(Updates prices)
By Koh Gui Qing and Alun John
NEW YORK/LONDON, March 19 (Reuters) - Global shares
edged higher and the yen slid past 150 to the dollar on Tuesday
after the Bank of Japan met market expectations by ending eight
years of negative interest rates, likely the highlight of a busy
week for central banks.
Investors will now turn their focus to the U.S. Federal
Reserve's monetary policy meeting that ends on Wednesday, when
the central bank is expected to provide further clues about the
pace at which it will likely lower interest rates this year.
Financial markets are now considering the chance that the
Fed might reduce the number of projected rate cuts this year to
two from three on the back of last week's stronger-than-expected
inflation data.
"We don't think the Fed will fundamentally change its
outlook for inflation based on two hotter than desired prints to
start the year," said Christopher Hodge, chief economist at
Natxis CIB Americas.
"However, we do expect a slightly more hawkish tone in the
hopes of keeping a leash on financial conditions."
MSCI's world share index was little changed,
and hovered near all-time highs. Stocks on Wall Street reversed
earlier losses, with the Dow Jones Industrial Average
rising 0.83%, the S&P 500 gaining 0.56%, and the Nasdaq
Composite adding 0.39%.
The U.S benchmark 10-year Treasury yield was
down 4.8 basis points to 4.293%, from 4.34%.
The day's big news was in Japan, where the BOJ heralded a
new era as it shifted away from years of ultra-easy monetary
policy. It also abandoned bond yield curve control and dropped
purchases of riskier assets, including exchange-traded funds.
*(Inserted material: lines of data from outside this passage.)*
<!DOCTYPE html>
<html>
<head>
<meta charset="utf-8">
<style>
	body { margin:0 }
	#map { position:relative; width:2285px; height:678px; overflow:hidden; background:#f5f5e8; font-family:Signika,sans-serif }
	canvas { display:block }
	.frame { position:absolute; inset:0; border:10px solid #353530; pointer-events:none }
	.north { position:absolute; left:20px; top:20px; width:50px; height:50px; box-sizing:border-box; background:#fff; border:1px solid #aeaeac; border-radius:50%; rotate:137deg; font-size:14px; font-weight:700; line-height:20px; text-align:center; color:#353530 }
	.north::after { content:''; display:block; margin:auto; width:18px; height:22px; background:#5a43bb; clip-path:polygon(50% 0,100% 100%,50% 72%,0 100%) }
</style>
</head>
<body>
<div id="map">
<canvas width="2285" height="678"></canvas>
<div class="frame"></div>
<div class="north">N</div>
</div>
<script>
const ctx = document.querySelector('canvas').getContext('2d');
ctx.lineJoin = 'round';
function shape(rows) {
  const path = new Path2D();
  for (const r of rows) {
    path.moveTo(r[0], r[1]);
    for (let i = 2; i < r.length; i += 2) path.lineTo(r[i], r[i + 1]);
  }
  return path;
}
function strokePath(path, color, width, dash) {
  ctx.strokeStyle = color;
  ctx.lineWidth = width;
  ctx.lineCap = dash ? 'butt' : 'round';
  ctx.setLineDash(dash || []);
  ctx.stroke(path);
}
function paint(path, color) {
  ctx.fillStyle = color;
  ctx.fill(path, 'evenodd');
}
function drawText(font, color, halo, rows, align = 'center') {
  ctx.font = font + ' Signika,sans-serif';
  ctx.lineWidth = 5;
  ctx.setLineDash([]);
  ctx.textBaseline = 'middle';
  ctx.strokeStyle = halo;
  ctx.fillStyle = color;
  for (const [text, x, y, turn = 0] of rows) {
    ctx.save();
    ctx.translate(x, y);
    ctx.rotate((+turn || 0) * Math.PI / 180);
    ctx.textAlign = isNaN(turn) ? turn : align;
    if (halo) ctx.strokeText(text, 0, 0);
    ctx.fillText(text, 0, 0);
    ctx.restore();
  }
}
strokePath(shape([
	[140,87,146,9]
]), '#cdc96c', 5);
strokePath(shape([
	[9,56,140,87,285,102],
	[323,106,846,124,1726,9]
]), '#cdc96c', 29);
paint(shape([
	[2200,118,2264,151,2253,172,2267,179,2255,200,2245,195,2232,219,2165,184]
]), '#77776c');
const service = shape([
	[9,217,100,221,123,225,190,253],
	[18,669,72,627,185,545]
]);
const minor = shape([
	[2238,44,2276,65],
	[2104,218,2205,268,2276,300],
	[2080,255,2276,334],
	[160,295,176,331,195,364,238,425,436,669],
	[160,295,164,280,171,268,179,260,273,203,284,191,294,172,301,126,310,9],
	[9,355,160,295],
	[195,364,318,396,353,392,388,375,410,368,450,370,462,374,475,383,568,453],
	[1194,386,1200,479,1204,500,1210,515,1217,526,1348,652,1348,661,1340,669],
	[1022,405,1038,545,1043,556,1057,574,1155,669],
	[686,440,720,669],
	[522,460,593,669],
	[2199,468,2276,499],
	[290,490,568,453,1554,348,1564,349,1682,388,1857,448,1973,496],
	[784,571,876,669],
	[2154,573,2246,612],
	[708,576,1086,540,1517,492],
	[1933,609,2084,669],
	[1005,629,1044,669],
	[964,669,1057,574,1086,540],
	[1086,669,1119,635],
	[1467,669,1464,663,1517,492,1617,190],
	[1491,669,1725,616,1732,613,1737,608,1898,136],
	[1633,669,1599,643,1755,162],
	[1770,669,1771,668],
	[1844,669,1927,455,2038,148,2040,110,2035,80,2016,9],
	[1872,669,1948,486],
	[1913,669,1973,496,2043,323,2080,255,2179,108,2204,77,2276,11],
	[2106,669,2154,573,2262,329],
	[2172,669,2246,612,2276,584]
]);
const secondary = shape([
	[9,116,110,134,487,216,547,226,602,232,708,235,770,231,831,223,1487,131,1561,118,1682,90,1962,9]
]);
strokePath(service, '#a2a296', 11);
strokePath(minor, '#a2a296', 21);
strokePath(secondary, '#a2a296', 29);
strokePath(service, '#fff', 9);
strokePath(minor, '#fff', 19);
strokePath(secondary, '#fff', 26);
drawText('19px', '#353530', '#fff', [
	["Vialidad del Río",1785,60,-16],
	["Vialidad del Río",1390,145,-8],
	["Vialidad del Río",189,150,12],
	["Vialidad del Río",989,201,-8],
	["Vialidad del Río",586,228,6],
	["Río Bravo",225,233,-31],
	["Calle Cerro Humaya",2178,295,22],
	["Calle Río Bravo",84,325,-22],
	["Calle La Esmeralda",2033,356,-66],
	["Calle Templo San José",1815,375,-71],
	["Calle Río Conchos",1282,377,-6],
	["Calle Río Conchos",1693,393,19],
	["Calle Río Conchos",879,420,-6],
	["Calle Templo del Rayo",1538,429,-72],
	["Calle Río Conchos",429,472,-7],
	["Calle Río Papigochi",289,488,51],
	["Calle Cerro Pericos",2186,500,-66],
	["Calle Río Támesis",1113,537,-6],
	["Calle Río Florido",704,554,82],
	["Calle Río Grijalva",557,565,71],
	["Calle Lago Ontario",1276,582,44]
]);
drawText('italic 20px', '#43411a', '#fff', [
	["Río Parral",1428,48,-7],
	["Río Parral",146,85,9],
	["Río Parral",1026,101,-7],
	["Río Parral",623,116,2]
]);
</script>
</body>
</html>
Japan's Nikkei was choppy after the decision but
closed 0.66% higher, buoyed by the weaker yen, while Japanese
government bond yields fell. The dollar rose 1.15% to 150.88 yen
against the Japanese yen.
"The BOJ clearly has been very, very keen to manage this
process so that it is not disruptive," said David Mitchinson,
fund manager at Japan focused Zennor Asset Management. "The
markets have front-run them and anticipated their move."
Though the shift was Japan's first interest rate hike in 17
years, it still keeps its rates stuck around zero as a fragile
economic recovery forces the central bank to go slow on further
rises in borrowing costs, analysts say, giving the
rate-sensitive yen little traction.
In a statement announcing its decision, the BOJ said it
would keep buying "broadly the same amount" of government bonds
as before.
"So some of that spread closure between Japan and the U.S.
isn't quite really happening at the moment because although
Japan has hiked a little, the U.S. hasn't cut," said
Mitchinson, pointing to the fact that U.S. inflation pressures
have been stronger than expected.
BOJ Governor Kazuo Ueda said in his press conference that
accommodative financial conditions would be maintained for the
time being and the pace of further hikes would depend on the
economic and inflation outlooks.
European shares were fairly muted, with the STOXX 600
and euro zone bond yields little changed.
CENTRAL BANK BONANZA
In the day's other central bank news, the Reserve Bank of
Australia held interest rates steady as expected, while watering
down a tightening bias to say it was not ruling anything in or
out on policy.
The Australian dollar slipped 0.42% to $0.6532
following the decision. The Aussie is down over 4% against the
U.S. dollar this year.
The Federal Reserve's two-day meeting wraps up on Wednesday,
and central banks in Britain, Norway, and Switzerland meet
on Thursday. All are expected to keep rates steady, though
markets are not ruling out a move in the Alps.
When it comes to the Fed, the market's attention is on
policymakers' updated economic and interest rate projections and
comments from Chair Jerome Powell.
Last week's stronger than expected inflation reports led
traders to reduce their bets on U.S. rate cuts this year, with
markets now pricing in 71 bps of easing in 2024, roughly in line
with expectations the Fed published in December, the latest
iteration of which are due at this meeting.
At the start of the year, traders were pricing in 150 bps of
cuts.
In commodities, spot gold dropped 0.1% to $2,158.00
an ounce, after hitting all time highs earlier this month. U.S.
crude recently rose 0.85% to $83.42 per barrel and Brent
was at $87.38, up 0.56% on the day.
Bitcoin stayed in the red for the day and was
down 5.91% at $63,616.00 by late afternoon in New York.